WebOS is partly based on Linux (just as Android is).Today, the keeper of Linux, the Linux Foundation, said that WebOS will once again become part of Linux.

This will make WebOS more attractive to potential users of it, since the work of maintaining it will be done as a routine part of maintaining Linux.

“WebOS is moving to the mainline Linux kernel. This saves any device maker service and support costs since it will eliminate much of the custom code those companies need to support,” explained Linux Foundation Jim Zemlin, Executive Director of the Linux Foundation in a blog post.

To clarify, the core of Linux is its kernel, maintained by the Foundation. Anyone who wants it can download that kernel, add their own features around it (or to it) and come up with their own version of a Linux operating system, known as a distribution. 

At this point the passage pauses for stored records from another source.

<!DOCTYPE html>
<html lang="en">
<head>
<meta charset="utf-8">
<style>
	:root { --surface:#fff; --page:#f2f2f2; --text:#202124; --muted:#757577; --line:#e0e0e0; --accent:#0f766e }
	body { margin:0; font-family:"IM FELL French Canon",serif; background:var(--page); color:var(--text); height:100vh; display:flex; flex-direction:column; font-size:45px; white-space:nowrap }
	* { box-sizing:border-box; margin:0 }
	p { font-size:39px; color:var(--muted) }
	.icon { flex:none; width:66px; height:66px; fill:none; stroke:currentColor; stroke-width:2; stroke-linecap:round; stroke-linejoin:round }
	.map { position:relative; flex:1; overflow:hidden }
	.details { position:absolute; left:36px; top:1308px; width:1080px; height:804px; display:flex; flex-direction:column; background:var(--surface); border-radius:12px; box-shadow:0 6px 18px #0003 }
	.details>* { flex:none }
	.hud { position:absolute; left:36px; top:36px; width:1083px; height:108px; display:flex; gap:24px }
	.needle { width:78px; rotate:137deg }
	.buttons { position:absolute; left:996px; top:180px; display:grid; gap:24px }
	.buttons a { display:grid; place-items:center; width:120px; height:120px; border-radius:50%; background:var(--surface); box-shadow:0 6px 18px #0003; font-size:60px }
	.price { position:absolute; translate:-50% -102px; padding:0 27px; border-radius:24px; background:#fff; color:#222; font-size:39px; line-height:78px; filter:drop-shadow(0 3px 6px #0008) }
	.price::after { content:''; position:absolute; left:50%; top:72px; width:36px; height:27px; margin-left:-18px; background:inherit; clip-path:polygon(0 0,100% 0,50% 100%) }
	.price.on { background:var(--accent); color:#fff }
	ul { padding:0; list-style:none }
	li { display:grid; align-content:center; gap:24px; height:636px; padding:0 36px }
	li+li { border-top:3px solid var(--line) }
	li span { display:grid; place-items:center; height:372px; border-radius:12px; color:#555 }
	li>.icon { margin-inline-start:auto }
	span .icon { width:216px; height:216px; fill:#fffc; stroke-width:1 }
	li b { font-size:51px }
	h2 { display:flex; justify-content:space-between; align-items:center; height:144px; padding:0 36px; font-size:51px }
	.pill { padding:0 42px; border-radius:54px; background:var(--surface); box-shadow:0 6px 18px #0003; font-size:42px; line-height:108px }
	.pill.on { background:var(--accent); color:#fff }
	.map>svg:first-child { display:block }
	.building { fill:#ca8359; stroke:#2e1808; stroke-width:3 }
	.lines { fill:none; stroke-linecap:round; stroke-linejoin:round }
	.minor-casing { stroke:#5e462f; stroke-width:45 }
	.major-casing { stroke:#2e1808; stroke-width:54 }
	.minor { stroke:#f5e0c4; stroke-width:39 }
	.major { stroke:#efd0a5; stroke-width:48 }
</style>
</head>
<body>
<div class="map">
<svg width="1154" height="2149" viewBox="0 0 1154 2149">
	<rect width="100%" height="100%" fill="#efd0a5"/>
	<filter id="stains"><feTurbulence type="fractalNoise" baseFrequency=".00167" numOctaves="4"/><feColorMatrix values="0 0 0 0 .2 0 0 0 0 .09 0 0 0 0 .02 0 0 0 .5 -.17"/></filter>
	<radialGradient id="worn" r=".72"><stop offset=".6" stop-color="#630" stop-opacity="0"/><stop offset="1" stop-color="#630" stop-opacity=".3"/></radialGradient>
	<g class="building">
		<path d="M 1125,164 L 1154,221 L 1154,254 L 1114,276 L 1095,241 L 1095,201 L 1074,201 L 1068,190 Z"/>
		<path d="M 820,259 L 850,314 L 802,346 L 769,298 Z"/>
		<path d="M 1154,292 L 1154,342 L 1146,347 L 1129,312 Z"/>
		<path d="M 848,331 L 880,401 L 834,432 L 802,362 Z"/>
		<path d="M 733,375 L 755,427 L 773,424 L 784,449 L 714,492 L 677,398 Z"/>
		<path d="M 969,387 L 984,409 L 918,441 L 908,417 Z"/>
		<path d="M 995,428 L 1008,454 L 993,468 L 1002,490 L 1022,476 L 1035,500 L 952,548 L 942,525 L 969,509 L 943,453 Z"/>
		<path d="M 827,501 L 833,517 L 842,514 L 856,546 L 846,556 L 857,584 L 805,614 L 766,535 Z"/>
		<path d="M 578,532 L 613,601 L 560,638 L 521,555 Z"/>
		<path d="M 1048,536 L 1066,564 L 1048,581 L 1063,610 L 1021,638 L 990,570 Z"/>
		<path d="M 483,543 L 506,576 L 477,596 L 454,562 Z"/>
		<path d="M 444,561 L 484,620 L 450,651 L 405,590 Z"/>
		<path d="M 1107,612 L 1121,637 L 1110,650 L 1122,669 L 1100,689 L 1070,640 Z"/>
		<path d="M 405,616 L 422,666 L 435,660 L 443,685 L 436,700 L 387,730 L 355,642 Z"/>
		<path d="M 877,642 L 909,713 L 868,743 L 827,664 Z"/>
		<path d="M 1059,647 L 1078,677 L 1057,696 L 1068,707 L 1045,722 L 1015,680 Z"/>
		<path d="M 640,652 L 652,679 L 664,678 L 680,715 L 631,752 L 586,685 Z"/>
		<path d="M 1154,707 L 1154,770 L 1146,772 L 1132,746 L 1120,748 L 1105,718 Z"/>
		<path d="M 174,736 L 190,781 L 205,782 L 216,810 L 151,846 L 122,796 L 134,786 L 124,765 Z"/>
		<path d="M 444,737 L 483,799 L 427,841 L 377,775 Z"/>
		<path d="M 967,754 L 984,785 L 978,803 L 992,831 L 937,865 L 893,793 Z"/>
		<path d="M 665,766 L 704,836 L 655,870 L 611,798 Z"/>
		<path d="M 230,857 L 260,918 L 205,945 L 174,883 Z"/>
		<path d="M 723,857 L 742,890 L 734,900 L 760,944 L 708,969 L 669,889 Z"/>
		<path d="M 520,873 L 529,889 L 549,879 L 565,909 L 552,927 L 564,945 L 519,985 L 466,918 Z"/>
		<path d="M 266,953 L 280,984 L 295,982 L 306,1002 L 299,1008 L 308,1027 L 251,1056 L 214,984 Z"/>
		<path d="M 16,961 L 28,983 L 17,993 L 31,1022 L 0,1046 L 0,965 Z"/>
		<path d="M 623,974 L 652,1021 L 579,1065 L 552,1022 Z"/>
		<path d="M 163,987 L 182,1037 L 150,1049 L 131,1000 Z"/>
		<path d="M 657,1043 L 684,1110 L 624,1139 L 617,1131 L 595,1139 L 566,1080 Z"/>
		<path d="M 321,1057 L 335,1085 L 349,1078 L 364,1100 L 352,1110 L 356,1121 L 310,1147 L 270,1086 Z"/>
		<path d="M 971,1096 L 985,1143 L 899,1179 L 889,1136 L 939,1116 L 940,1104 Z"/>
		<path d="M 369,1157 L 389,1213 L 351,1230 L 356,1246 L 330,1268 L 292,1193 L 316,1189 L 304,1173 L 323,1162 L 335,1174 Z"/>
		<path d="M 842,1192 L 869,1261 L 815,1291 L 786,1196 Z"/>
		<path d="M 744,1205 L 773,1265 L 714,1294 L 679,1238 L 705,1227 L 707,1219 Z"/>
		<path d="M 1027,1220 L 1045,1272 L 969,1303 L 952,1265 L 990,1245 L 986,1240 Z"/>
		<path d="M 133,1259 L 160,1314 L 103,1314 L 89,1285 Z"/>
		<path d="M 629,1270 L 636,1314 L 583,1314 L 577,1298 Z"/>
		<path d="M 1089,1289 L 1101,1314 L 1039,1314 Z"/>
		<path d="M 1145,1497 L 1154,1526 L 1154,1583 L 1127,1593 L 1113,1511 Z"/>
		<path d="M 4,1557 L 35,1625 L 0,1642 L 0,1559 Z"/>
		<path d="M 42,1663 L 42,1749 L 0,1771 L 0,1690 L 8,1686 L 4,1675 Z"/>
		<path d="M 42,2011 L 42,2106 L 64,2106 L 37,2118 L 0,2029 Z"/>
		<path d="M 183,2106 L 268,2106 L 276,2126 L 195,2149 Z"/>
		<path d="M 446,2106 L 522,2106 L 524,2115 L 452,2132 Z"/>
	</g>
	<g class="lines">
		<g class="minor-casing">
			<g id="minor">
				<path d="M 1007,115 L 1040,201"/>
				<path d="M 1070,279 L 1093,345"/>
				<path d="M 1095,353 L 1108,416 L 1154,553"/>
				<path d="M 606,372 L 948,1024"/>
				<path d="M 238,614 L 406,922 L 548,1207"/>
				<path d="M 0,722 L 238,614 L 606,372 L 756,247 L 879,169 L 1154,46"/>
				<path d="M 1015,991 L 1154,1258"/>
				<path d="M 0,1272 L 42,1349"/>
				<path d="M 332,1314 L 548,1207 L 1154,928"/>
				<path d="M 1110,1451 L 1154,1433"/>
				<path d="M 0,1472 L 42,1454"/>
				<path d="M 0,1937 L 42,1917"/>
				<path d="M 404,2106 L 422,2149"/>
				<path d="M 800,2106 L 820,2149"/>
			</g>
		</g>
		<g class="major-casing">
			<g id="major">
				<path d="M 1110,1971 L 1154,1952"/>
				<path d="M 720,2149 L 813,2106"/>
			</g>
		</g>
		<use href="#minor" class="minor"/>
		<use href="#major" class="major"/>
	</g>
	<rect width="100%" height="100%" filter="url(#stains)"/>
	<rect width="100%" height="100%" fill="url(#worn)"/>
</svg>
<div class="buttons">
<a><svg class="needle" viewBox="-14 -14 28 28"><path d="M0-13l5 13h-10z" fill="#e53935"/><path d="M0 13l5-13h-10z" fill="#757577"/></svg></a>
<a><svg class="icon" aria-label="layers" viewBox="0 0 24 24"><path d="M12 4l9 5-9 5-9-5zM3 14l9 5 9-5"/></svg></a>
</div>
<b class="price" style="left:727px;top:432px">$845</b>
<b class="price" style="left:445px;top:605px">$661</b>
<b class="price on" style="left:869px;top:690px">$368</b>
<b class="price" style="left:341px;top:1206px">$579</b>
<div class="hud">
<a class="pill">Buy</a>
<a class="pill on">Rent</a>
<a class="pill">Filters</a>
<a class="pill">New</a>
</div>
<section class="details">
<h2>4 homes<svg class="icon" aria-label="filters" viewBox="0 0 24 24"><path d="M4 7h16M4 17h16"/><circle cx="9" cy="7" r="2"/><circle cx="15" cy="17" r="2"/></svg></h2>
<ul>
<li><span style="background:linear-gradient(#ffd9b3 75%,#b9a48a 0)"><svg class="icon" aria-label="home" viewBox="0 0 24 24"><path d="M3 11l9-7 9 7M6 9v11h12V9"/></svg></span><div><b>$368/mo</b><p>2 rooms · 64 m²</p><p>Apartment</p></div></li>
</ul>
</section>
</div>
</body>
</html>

Once an open source project like WebOS becomes part of that kernel, whenever a change to WebOS is made, HP needs only submit that change to the Linux Foundation. All users will get the fix when they update their Linux kernel. Plus, Linux attracts the brightest developers who help to make sure that changes to the kernel are first-rate.

This doesn’t automatically mean that WebOS will become the next super successful mobile operating system. The Linux Foundation has notoriously been sponsoring alternatives to Android that have failed pretty miserably … the last one being something called MeeGo. Nokia and Intel were partners of it, before Nokia bagged it for Microsoft’s money and Windows Phone 7.  Nokia shipped one MeeGo phone earlier this year to which the world answered, “Yawn.”

The same could hold true for WebOS with one big exception. HP is a giant maker of hardware. It’s been making tablets for eons, too, geared toward specialty uses. That’s a pretty powerful partner in WebOS’s corner.